If you have not yet conducted a pay equity audit, the prospect can feel overwhelming — particularly if your data infrastructure is not where it needs to be. The key is to start, even imperfectly.

Run a preliminary analysis with the data you have. It will not be perfect, but it will show you where the biggest gaps are and where your data quality needs work. That gives you a foundation for prioritising improvements before the formal reporting deadline.

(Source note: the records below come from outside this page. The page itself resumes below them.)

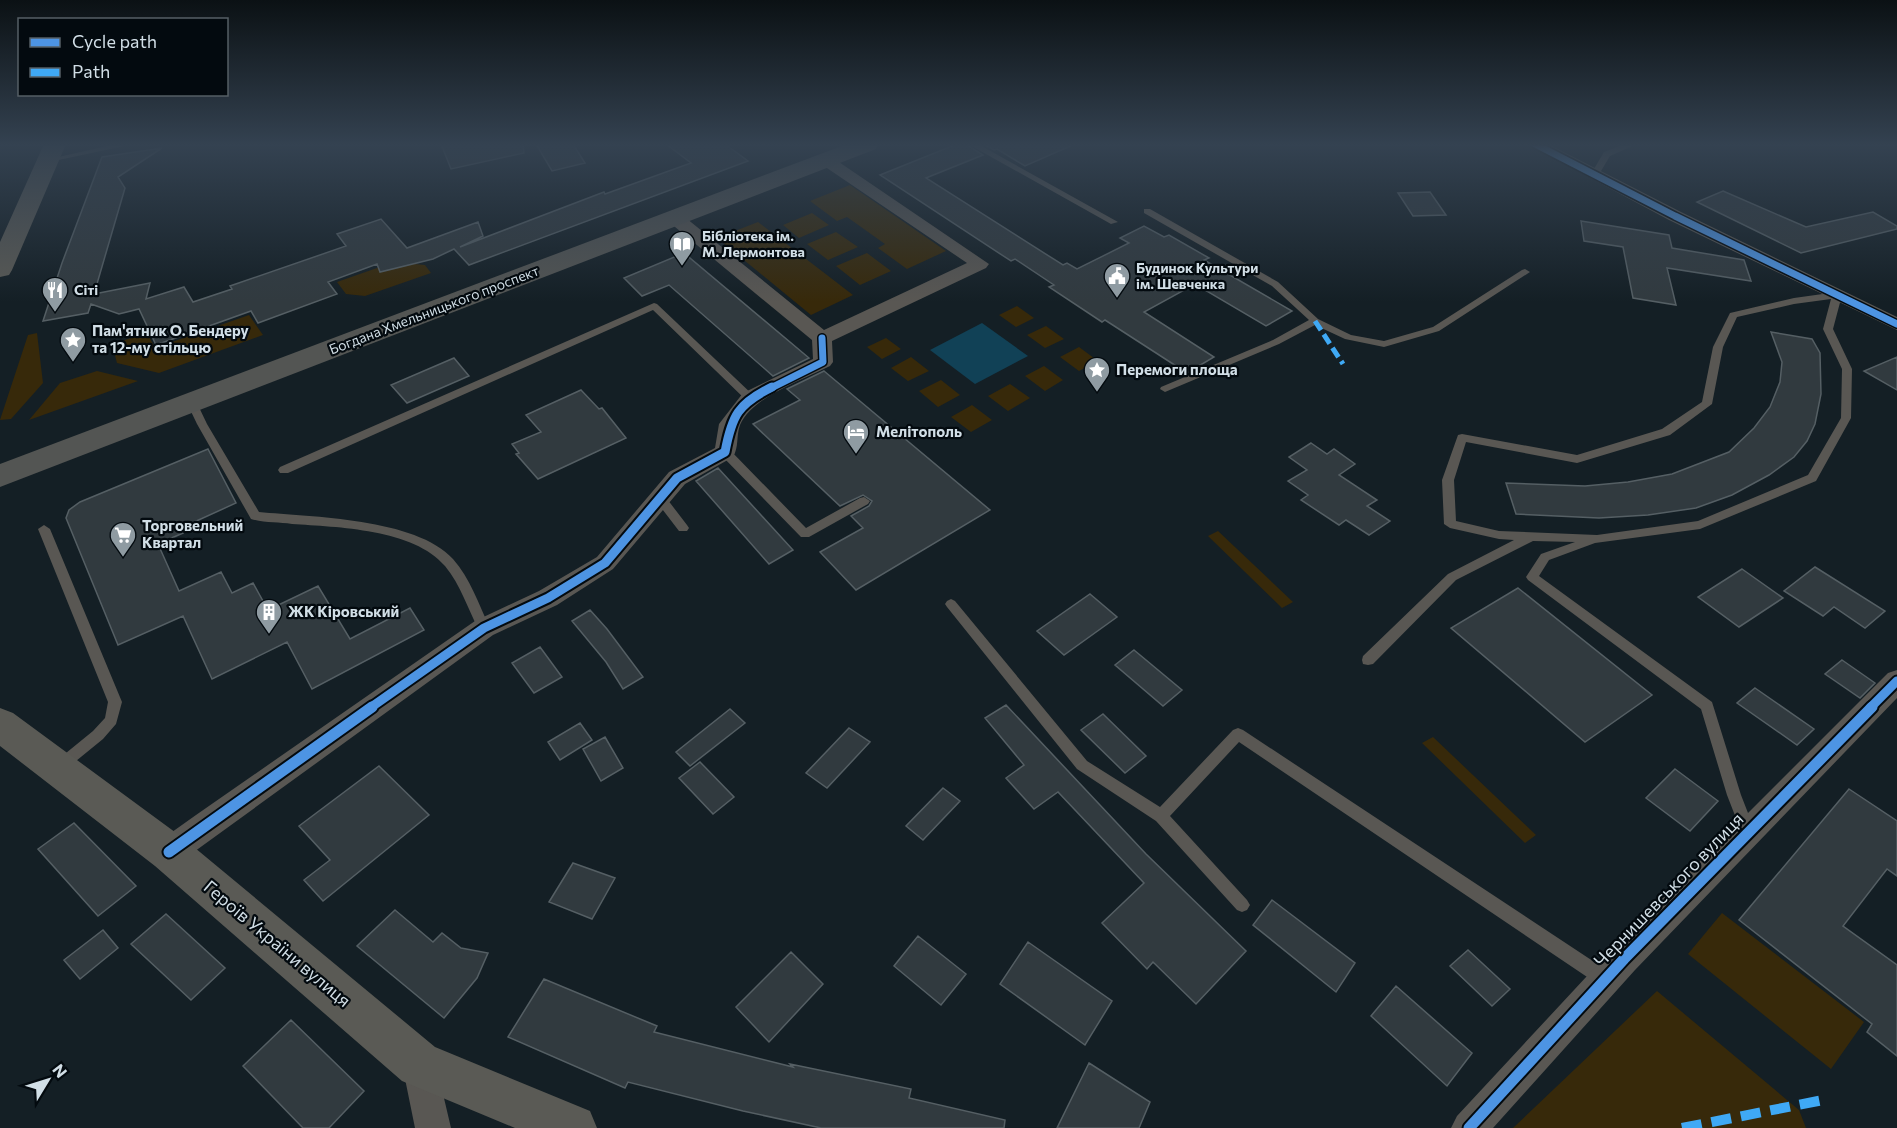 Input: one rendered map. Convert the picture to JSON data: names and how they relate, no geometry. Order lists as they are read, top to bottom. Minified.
{"streets":{"highway":["Богдана Хмельницького проспект"],"main road":["Героїв України вулиця"],"street":["Чернишевського вулиця"]},"places":{"library":["Бібліотека ім. М. Лермонтова"],"public building":["Будинок Культури ім. Шевченка"],"restaurant":["Сіті"],"place":["Пам'ятник О. Бендеру та 12-му стільцю","Перемоги площа"],"hotel":["Мелітополь"],"supermarket":["Торговельний Квартал"],"building":["ЖК Кіровський"]},"legend":["Cycle path","Path"],"north":"top right"} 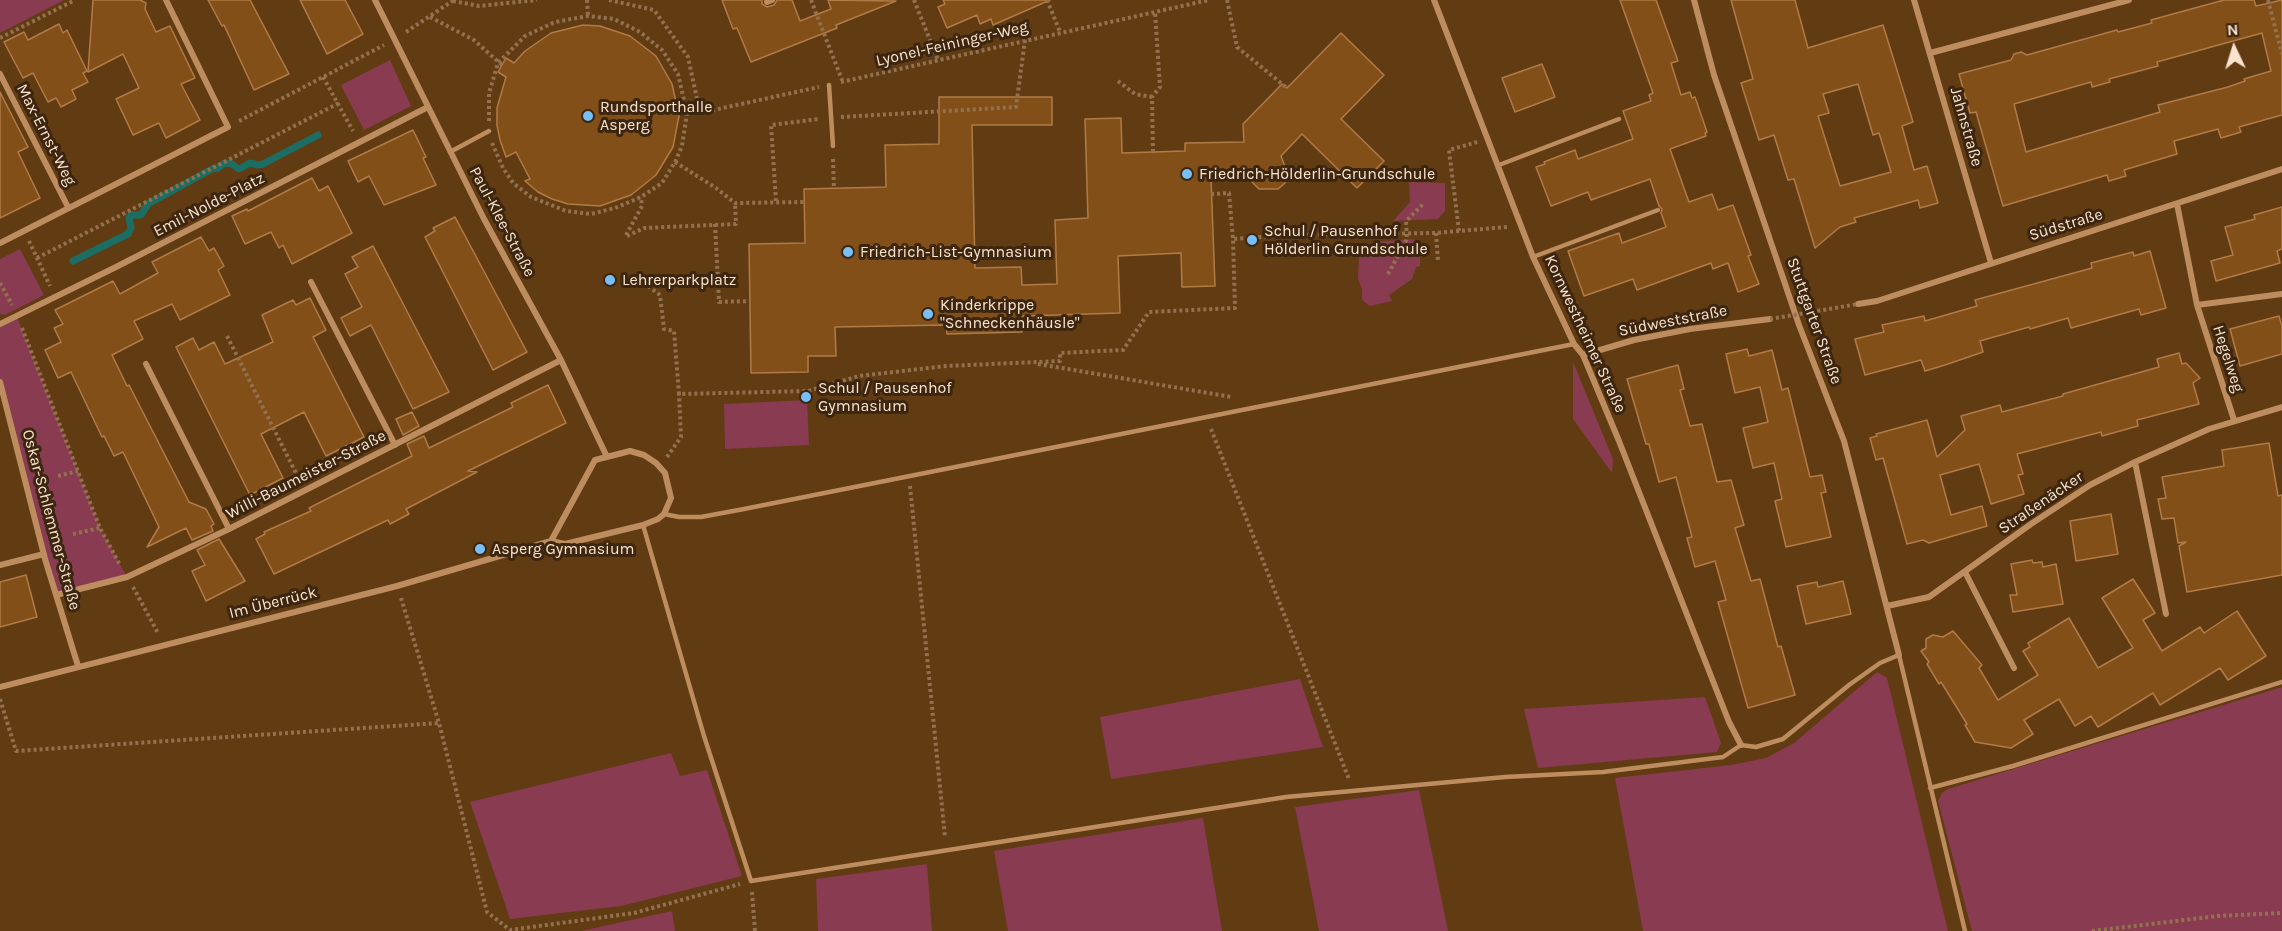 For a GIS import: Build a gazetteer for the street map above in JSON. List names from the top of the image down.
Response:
{
  "streets": {
    "street": [
      "Jahnstraße",
      "Max-Ernst-Weg",
      "Emil-Nolde-Platz",
      "Paul-Klee-Straße",
      "Südstraße",
      "Südweststraße",
      "Stuttgarter Straße",
      "Kornwestheimer Straße",
      "Hegelweg",
      "Willi-Baumeister-Straße",
      "Straßenäcker",
      "Oskar-Schlemmer-Straße",
      "Im Überrück"
    ],
    "path": ["Lyonel-Feininger-Weg"]
  },
  "crossings": [
    ["Jahnstraße", "Südstraße"],
    ["Emil-Nolde-Platz", "Paul-Klee-Straße"],
    ["Paul-Klee-Straße", "Willi-Baumeister-Straße"],
    ["Südstraße", "Hegelweg"],
    ["Südweststraße", "Kornwestheimer Straße"],
    ["Stuttgarter Straße", "Straßenäcker"],
    ["Hegelweg", "Straßenäcker"],
    ["Willi-Baumeister-Straße", "Oskar-Schlemmer-Straße"],
    ["Oskar-Schlemmer-Straße", "Im Überrück"]
  ],
  "places": [
    "Rundsporthalle Asperg",
    "Friedrich-Hölderlin-Grundschule",
    "Schul / Pausenhof Hölderlin Grundschule",
    "Friedrich-List-Gymnasium",
    "Lehrerparkplatz",
    "Kinderkrippe \"Schneckenhäusle\"",
    "Schul / Pausenhof Gymnasium",
    "Asperg Gymnasium"
  ],
  "north": "top"
}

Our free diagnostic tool can help you assess your organisation's readiness across the Pay Transparency Directive's key obligations, including pay equity audit preparedness.

For structured training on the directive's requirements — including the joint pay assessment process — our Pay Transparency Directive course covers Articles 5, 7, and 10 through scenario-based learning designed for HR professionals, compliance officers, and managers. It deploys as SCORM across any LMS.

The goal is not a perfect audit on day one. The goal is a rigorous, honest process that improves over time — one that makes your organisation's pay decisions more defensible, more consistent, and ultimately fairer for everyone.